Happy Birthday to you!


----------



## Frighteners Entertainment (Jan 24, 2006)

WoW, your 1st HauntFroum birthday...
Happy Birthday Monica!!!


----------



## ScareShack (May 26, 2006)

Best Birthday wishes to ya!


----------



## perdidoman (Dec 2, 2007)

*Happy Bday*


----------



## Adam I (Jun 16, 2007)

Happy Birthday


----------



## Fangs (Jun 6, 2006)

Happy Birthday BTM! Hope you have a ghoulishly vonderful day! :devil:


----------



## BadTable Manor (Apr 16, 2008)

Fang you, guys and ghouls.
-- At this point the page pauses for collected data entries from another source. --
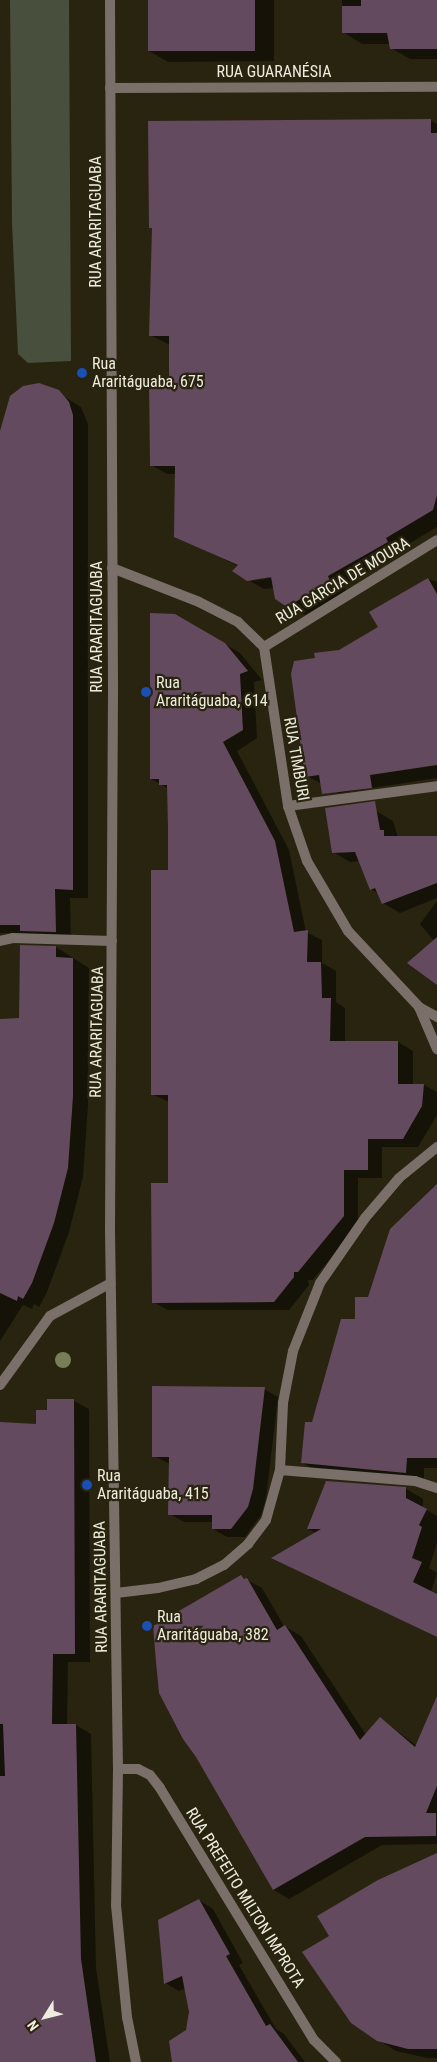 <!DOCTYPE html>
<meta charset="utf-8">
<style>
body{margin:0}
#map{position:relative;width:437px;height:2062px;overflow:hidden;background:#29240f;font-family:"Roboto Condensed",sans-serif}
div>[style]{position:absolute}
.green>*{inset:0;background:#484f3c}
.shadow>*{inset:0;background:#0007}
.building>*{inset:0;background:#644a5e;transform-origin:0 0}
.service>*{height:10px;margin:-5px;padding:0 5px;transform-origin:5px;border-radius:5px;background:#7a6f69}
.minor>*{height:10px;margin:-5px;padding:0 5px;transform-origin:5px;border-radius:5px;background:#7a6f69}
.tertiary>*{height:10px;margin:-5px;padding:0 5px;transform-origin:5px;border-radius:5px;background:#7a6f69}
.trees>*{width:16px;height:16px;margin:-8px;border-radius:50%;background:#767f57}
.dots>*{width:14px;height:14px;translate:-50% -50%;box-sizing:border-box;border:2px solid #29240f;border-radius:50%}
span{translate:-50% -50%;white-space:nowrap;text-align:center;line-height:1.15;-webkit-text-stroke:4.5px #29240f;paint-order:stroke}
.street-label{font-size:16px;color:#eeecdf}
.poi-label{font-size:16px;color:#eeecdf}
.left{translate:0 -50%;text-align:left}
.north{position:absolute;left:20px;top:1992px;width:50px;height:50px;-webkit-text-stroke:4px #29240f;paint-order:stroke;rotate:234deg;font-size:14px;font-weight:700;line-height:20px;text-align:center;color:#eeecdf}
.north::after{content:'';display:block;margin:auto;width:18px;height:22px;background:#eeecdf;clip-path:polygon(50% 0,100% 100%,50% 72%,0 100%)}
</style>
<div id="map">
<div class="green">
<i style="clip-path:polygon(10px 0,69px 0,71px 361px,28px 363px,18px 354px,12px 223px)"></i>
</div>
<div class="shadow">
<i style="clip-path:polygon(149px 0,274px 0,274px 61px,168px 62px,149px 51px)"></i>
<i style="clip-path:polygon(342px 0,437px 0,437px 59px,410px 59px,391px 48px,390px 44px,362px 44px,343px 32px)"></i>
<i style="clip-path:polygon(430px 120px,437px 124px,437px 527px,402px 548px,404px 552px,344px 586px,346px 591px,305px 615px,288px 606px,274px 588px,264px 589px,250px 581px,277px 577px,238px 566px,175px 536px,176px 474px,167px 474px,151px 465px,170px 381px,170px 345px,150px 335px,154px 229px,150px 227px)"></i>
<i style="clip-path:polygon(45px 385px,81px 407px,88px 424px,88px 898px,70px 898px,71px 941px,36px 940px,25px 933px,0 933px,0 436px,24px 387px)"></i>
<i style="clip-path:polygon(428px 579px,437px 582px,437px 778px,339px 793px,307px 776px,317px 659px,339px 651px,379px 628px)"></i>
<i style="clip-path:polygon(191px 624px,240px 653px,262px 680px,254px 682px,257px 738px,237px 751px,289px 850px,306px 932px,322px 940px,322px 963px,336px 971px,336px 1002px,345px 1008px,345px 1042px,398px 1042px,413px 1051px,413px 1085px,424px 1085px,437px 1092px,437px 1115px,418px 1147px,382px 1147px,382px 1178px,358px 1178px,358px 1224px,313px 1280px,308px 1280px,309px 1285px,289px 1310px,168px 1310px,153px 1302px,169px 1184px,169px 1102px,152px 1094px,169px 872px,169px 789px,151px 779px)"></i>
<i style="clip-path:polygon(376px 811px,393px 821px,398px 837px,437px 837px,437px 898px,400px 913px,383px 903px,379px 894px,371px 889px,360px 861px,350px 862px,333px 852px)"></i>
<i style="clip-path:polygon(437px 901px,437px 983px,434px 941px,420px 924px)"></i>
<i style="clip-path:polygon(56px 947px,89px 968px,88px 1105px,83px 1177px,69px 1232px,47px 1292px,39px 1307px,34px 1304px,32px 1309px,23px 1305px,0 1341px,0 1020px,20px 1020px)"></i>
<i style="clip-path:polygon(437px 1188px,437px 1468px,424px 1468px,424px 1483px,320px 1473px,303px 1463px,313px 1423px,356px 1320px)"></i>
<i style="clip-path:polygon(264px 1389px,278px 1397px,266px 1498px,261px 1515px,245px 1537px,227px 1537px,213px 1529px,213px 1522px,184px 1522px,170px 1514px,170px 1464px,154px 1456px)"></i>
<i style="clip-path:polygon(74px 1401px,89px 1409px,90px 1662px,68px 1662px,67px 1725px,76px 1725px,91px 1734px,96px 1968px,110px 2062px,0 2062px,0 1427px,37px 1426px,48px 1411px)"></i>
<i style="clip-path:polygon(405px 1488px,423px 1499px,423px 1508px,437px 1516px,437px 1543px,429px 1568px,437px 1573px,431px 1592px,437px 1595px,437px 1637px,273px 1558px,316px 1533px,308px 1529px)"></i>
<i style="clip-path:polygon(241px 1577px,262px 1588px,284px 1626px,301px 1636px,366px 1735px,381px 1719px,417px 1746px,437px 1738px,437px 1844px,382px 1845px,289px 1899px,274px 1890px,198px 1756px)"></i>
<i style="clip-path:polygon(437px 1854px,437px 2058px,427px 2058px,396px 2051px,378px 2040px,331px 1937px)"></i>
<i style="clip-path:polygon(199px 1900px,213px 1909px,243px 1963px,239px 1965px,276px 2029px,284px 2034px,305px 2062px,173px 2062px,188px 2031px,190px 2012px,186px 1988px,179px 1991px,165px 1983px)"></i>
</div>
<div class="building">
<i style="left:148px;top:0;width:107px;height:51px"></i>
<i style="clip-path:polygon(361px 0,437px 0,437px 49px,390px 49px,387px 33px,342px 33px,342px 6px,361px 6px)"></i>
<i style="clip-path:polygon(431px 119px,431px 133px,437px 133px,437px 495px,433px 510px,386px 538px,388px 542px,328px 576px,330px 581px,287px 607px,275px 599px,271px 577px,247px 581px,232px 571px,238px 565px,174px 537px,175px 466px,150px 466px,149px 379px,169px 379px,169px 336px,149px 336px,152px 228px,149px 228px,148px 121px)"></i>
<i style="clip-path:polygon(39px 383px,59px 390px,69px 402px,73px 415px,73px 890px,55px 889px,56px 932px,20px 931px,20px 925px,0 925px,0 431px,10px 396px,23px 386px)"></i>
<i style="clip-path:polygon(428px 578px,437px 594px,437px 765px,370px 775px,372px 788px,322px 794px,319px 775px,305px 777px,291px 674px,294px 661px,315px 658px,314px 653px,339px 650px,378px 627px,369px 612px)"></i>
<i style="clip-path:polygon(150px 613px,175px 614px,225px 643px,248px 671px,240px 674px,243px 730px,223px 742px,275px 841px,294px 932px,308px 930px,307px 962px,321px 962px,322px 998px,331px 998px,330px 1041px,398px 1041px,398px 1084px,424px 1084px,422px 1106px,403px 1139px,368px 1139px,368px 1170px,344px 1170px,344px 1216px,298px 1272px,294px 1272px,294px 1277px,274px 1302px,152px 1303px,151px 1183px,168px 1183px,168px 1095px,151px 1095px,151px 870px,168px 870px,168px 828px,167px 785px,159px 785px,159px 779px,150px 779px)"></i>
<i style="clip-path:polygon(375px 801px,380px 830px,384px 830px,384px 836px,437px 836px,437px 883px,382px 904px,375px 888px,370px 890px,355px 852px,332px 853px,325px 808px)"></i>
<i style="clip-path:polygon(437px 937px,437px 985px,407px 963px)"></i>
<i style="clip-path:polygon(20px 945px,56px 946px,56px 957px,73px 958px,73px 1096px,68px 1168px,54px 1223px,32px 1283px,23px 1299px,18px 1296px,17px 1301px,0 1293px,0 1019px,19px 1018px)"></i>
<i style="clip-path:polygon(437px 1184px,437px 1458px,407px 1458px,406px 1473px,301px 1463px,305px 1422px,312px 1422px,341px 1319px,355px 1319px,355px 1297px,368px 1297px,390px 1229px)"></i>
<i style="clip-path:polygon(152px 1386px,265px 1387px,253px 1489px,248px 1507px,231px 1529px,212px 1529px,212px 1515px,168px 1515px,169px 1457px,152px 1457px)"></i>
<i style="clip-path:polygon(47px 1399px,74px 1399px,75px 1654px,53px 1654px,52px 1724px,76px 1724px,81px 1959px,96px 2062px,0 2062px,0 1776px,5px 1776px,3px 1724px,0 1724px,0 1422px,36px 1424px,36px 1410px,47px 1410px)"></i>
<i style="clip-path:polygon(326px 1481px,406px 1487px,406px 1498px,427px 1509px,419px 1525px,422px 1527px,412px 1558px,422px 1562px,413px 1582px,437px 1594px,437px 1637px,271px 1558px,321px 1529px,307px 1529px)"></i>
<i style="clip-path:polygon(241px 1575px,244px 1579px,247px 1578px,277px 1630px,285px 1625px,360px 1740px,380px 1717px,415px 1747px,437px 1696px,437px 1786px,426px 1813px,436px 1813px,436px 1836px,365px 1837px,273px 1890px,196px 1757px,183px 1739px,159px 1693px,156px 1662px,153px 1626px)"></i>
<i style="clip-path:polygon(437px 1853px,437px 2049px,408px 2049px,377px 2041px,351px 2023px,302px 1952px,329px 1936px,317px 1916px,378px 1880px)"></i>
<i style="clip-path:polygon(199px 1899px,230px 1954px,226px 1956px,266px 2026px,270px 2024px,298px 2062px,172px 2062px,169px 2041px,186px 2030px,189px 2012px,182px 1976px,164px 1984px,158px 1920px)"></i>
</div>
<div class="service">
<i style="left:288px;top:806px;width:150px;rotate:-7.6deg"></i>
<i style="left:0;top:941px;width:13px;rotate:-13deg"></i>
<i style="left:13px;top:938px;width:99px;rotate:1.7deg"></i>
</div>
<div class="minor">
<i style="left:110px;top:88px;width:327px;rotate:-0.2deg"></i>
<i style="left:112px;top:568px;width:93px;rotate:21.3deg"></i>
<i style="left:199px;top:602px;width:44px;rotate:27.1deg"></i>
<i style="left:238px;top:622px;width:36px;rotate:44deg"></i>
<i style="left:264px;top:647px;width:161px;rotate:81.4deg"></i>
<i style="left:288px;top:806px;width:58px;rotate:70.9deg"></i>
<i style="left:307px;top:861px;width:81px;rotate:59.6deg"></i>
<i style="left:348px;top:931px;width:104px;rotate:46.9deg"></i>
<i style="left:419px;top:1007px;width:21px;rotate:29deg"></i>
<i style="left:264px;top:647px;width:203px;rotate:-31.7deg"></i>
<i style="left:419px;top:1007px;width:46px;rotate:66.8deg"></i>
<i style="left:0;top:1385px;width:85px;rotate:-54.1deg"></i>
<i style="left:50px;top:1316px;width:69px;rotate:-28.4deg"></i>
<i style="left:280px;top:1470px;width:135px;rotate:4.7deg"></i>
<i style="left:415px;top:1481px;width:23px;rotate:18deg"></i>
<i style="left:116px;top:1593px;width:42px;rotate:-6.8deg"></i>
<i style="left:158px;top:1588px;width:39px;rotate:-13deg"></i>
<i style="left:196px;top:1579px;width:31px;rotate:-27deg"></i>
<i style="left:224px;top:1565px;width:32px;rotate:-41deg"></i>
<i style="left:248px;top:1544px;width:30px;rotate:-53deg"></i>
<i style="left:266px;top:1520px;width:52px;rotate:-74.4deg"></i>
<i style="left:280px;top:1470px;width:67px;rotate:-87.4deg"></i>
<i style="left:283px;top:1403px;width:53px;rotate:-79.1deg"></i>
<i style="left:293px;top:1351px;width:73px;rotate:-68.3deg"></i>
<i style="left:320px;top:1283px;width:79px;rotate:-55.3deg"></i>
<i style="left:365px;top:1218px;width:52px;rotate:-49.6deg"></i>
<i style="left:399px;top:1178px;width:49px;rotate:-39.2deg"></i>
<i style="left:118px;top:1769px;width:20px"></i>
<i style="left:138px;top:1769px;width:13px;rotate:27deg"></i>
<i style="left:150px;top:1775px;width:16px;rotate:52deg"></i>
<i style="left:160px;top:1788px;width:295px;rotate:58.6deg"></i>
<i style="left:314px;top:2040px;width:31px;rotate:45deg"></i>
</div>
<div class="tertiary">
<i style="left:110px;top:0;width:691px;rotate:89.75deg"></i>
<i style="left:113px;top:691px;width:539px;rotate:90.32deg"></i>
<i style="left:110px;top:1230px;width:539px;rotate:89.15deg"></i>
<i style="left:118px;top:1769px;width:136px;rotate:90.8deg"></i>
<i style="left:116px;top:1905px;width:113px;rotate:84.4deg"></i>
<i style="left:127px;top:2017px;width:46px;rotate:78.7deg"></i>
</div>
<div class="trees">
<i style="left:63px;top:1360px"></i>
</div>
<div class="dots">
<i style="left:82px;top:373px;background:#1a4fb4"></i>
<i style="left:146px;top:692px;background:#1a4fb4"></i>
<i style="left:87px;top:1485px;background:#1a4fb4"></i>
<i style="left:147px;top:1626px;background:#1a4fb4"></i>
</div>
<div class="street-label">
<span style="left:274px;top:72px">RUA GUARANÉSIA</span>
<span style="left:96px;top:222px;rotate:-90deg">RUA ARARITAGUABA</span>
<span style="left:343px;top:581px;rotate:-31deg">RUA GARCIA DE MOURA</span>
<span style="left:97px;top:627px;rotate:-90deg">RUA ARARITAGUABA</span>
<span style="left:296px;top:759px;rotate:80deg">RUA TIMBURI</span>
<span style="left:97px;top:1032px;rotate:-89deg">RUA ARARITAGUABA</span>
<span style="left:101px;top:1587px;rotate:-91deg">RUA ARARITAGUABA</span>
<span style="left:245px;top:1898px;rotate:58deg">RUA PREFEITO MILTON IMPROTA</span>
</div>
<div class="poi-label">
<span class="left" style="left:92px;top:373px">Rua<br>Araritáguaba, 675</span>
<span class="left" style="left:156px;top:692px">Rua<br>Araritáguaba, 614</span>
<span class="left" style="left:97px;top:1485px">Rua<br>Araritáguaba, 415</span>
<span class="left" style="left:157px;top:1626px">Rua<br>Araritáguaba, 382</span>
</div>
<div class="north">N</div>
</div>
Everyone - drinks on me!


----------



## slimy (Jul 12, 2006)

Happy birthday to the funniest name on the forum!!!!


----------



## Vlad (Aug 2, 2005)

> drinks on me!


Okay, hold still so they don't spill!


----------



## pyro (Oct 7, 2006)

happy birthday to you


----------



## beelce (Jul 21, 2007)

And another big fat HAPPY B-day!!


----------



## Ghostess (Aug 21, 2005)

Happy birthday!!


----------



## PrettyGhoul (Oct 7, 2005)

*Happy Belated Birthday BadTable Manor!!*


----------



## playfx (Mar 10, 2007)

Happy Birthday!


----------



## Lilly (Jun 13, 2006)

Happy Belated Birthday BTM


----------